We speculate that microbial interactions and the related cascading effects were more enhanced in winter than in summer. This was indicated by the couplings (1) between chlorophyll a and bacterial production (Ducklow and Carlson 1992), (2) between viral abundance and bacterial abundance production and enzymatic activity (Bettarel et al. 2003, 2004) and (3) between the abundances of viruses and bacteria and their potential HNF grazers (Gonzalez and Suttle 1993; Bettarel et al. 2005) in winter. It is tempting to attribute the higher abundance and potential bacterivory (that considerably exceeded bacterial production in all samples) of HNF in December (compared to June) to the reduction of grazing pressure from zooplankton, resulting in higher competition for food in HNF communities, a diversification of their diet and the occurrence of non-bacterivorous species. In contrast, higher zooplankton grazing pressure on HNF in June could have given a competitive advantage to the tiniest HNF cells, i.e. the dominant bacterivores in aquatic systems (Strom 2000), which are known to be strong stimulators of bacterial production (Posch et al. 1999; Simek et al. 2001; Sime-Ngando and Ram 2005). This may, thus, also help explain the two exceptions to the detected ‘anomaly’ (i.e. the fact that most biological variables under study were significantly higher in the winter than in the summer) noted for autotrophic picoplankton and bacterial production. We consider that the detected ‘anomaly’ was likely to be forced by the seasonal behaviour of the major phytoplankton population, in relation to the grazing environment and the related trophic interactions.
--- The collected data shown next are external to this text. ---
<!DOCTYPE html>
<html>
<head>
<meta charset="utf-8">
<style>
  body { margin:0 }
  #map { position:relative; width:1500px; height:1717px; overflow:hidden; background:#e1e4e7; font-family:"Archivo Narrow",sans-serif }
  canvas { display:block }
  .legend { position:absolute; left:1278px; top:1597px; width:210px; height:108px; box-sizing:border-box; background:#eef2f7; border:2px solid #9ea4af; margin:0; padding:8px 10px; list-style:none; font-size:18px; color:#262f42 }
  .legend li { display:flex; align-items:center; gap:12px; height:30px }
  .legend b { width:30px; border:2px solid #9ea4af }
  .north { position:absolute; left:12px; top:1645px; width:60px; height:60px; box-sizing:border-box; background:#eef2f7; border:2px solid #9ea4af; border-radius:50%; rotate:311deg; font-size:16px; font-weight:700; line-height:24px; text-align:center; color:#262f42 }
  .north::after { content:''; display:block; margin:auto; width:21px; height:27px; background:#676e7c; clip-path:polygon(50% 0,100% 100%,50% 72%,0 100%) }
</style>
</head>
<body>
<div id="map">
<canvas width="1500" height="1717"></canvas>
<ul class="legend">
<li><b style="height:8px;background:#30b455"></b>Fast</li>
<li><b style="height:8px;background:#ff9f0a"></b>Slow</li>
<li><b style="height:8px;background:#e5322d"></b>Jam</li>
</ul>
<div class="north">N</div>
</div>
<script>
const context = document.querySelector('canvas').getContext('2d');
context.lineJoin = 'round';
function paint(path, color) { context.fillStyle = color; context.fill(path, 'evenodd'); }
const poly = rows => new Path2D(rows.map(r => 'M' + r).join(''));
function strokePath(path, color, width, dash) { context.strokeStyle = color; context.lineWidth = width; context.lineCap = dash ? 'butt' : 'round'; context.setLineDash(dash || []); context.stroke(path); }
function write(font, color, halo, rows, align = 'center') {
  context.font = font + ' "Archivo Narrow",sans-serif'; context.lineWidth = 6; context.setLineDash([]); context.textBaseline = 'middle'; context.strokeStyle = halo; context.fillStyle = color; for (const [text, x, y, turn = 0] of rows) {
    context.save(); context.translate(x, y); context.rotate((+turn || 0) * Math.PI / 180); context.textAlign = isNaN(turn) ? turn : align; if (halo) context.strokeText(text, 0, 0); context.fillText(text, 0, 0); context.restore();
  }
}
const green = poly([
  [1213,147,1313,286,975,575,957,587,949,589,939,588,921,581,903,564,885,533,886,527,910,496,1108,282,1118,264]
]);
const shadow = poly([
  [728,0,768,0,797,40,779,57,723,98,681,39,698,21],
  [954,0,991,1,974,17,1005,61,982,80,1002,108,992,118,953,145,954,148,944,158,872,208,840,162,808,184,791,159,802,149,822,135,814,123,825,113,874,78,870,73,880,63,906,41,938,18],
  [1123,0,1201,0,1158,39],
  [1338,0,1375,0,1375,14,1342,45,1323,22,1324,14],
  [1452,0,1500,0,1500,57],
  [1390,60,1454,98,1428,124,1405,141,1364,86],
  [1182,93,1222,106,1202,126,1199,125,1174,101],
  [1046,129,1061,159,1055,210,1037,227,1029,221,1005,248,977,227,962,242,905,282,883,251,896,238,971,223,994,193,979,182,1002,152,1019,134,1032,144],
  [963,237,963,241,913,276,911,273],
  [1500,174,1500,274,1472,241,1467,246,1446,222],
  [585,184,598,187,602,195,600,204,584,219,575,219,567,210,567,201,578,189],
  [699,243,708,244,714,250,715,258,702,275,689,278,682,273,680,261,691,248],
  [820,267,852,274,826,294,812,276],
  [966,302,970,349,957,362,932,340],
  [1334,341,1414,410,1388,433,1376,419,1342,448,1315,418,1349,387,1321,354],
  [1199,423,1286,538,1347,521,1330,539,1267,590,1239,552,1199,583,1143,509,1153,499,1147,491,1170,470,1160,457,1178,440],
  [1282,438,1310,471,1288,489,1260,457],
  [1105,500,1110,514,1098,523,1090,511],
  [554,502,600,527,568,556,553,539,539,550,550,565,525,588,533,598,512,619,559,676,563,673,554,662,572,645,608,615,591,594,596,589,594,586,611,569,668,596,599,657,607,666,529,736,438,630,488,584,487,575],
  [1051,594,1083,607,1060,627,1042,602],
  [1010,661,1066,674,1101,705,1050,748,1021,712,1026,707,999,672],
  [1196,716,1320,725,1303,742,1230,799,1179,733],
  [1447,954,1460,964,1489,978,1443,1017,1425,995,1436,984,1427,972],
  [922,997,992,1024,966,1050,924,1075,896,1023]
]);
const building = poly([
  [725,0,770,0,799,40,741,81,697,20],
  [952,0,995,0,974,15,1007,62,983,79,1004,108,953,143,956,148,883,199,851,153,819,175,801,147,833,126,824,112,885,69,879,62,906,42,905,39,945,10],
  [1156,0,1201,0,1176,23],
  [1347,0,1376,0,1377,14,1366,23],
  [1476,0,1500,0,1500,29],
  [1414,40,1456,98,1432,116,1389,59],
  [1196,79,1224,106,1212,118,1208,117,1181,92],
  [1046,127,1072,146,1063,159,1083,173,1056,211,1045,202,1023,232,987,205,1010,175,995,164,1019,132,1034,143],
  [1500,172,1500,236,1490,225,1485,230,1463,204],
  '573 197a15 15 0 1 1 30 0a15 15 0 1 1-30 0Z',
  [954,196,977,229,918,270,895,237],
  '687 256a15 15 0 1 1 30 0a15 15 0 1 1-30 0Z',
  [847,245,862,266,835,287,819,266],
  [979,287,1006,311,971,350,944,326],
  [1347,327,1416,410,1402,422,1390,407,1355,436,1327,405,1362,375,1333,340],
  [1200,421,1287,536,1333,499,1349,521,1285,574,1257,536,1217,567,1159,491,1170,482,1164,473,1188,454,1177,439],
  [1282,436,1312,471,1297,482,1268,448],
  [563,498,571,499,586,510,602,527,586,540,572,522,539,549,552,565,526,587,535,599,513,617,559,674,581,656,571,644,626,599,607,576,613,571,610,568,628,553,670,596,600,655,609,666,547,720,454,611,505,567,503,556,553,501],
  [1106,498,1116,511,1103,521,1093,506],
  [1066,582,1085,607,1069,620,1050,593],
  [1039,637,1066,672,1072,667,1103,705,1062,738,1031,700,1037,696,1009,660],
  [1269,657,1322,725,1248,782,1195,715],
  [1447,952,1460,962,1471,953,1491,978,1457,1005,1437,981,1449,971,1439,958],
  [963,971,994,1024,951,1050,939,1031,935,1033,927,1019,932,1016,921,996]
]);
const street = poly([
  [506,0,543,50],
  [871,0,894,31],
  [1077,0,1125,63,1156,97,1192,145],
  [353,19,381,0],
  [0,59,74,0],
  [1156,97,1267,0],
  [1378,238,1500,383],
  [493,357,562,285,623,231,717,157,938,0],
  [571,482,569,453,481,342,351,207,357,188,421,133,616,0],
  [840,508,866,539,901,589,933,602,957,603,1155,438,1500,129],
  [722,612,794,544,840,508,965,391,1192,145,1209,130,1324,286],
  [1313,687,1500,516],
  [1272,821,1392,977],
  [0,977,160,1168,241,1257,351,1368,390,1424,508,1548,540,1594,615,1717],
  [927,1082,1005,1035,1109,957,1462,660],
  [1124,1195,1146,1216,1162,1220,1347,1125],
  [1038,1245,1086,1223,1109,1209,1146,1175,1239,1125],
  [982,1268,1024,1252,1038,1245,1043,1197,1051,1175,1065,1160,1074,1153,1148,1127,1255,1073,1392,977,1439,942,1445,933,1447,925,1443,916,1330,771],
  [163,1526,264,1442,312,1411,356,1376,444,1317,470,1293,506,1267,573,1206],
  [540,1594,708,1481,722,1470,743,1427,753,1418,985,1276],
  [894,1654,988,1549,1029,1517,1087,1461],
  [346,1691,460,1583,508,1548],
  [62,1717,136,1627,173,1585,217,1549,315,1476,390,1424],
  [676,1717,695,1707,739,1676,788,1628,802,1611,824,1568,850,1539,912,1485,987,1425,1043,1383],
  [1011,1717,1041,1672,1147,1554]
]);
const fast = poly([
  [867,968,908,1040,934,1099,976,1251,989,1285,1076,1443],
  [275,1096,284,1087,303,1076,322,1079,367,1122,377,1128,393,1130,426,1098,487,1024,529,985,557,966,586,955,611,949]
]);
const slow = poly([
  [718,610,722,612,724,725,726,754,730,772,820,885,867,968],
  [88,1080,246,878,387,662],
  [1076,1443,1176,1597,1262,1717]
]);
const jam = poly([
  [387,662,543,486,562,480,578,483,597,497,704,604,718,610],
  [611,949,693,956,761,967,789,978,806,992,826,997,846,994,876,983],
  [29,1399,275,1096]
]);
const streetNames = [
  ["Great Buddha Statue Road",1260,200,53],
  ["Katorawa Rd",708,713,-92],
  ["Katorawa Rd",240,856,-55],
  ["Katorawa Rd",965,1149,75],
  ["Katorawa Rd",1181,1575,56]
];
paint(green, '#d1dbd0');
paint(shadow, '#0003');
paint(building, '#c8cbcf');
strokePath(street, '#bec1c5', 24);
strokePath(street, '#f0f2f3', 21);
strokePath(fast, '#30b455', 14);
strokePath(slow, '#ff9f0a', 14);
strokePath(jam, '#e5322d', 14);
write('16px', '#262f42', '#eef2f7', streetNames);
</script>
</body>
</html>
In conclusion, microbial parameters under study varied considerably over a short-term period in Lake Bourget. Circadian variations noted for DOC and chlorophyll a concentrations were found to match the day–night cycle to some extent. However, despite the external abiotic forcing (light, water movements), the fluctuations in biological variables in most cases were apparently forced by trophic interactions. However, we think that a much tighter vertical and temporal sampling programme than ours would be required to better observe general patterns of diel changes in Lake Bourget. Clearly, our study could not distinguish all of the factors relating to short-term variations in the microbial components under study. It, therefore, left unresolved the question of the impact of micro- and mesozooplankton (such as ciliates and rotifers), the role of a variety of sources of food and predation, and possibly chaotic population fluctuations. Nevertheless, we believe that, short-term, in-situ models to study microbial components constitute a rather promising approach to understanding the overall functioning of the planktonic food web in natural lakes such as Lake Bourget.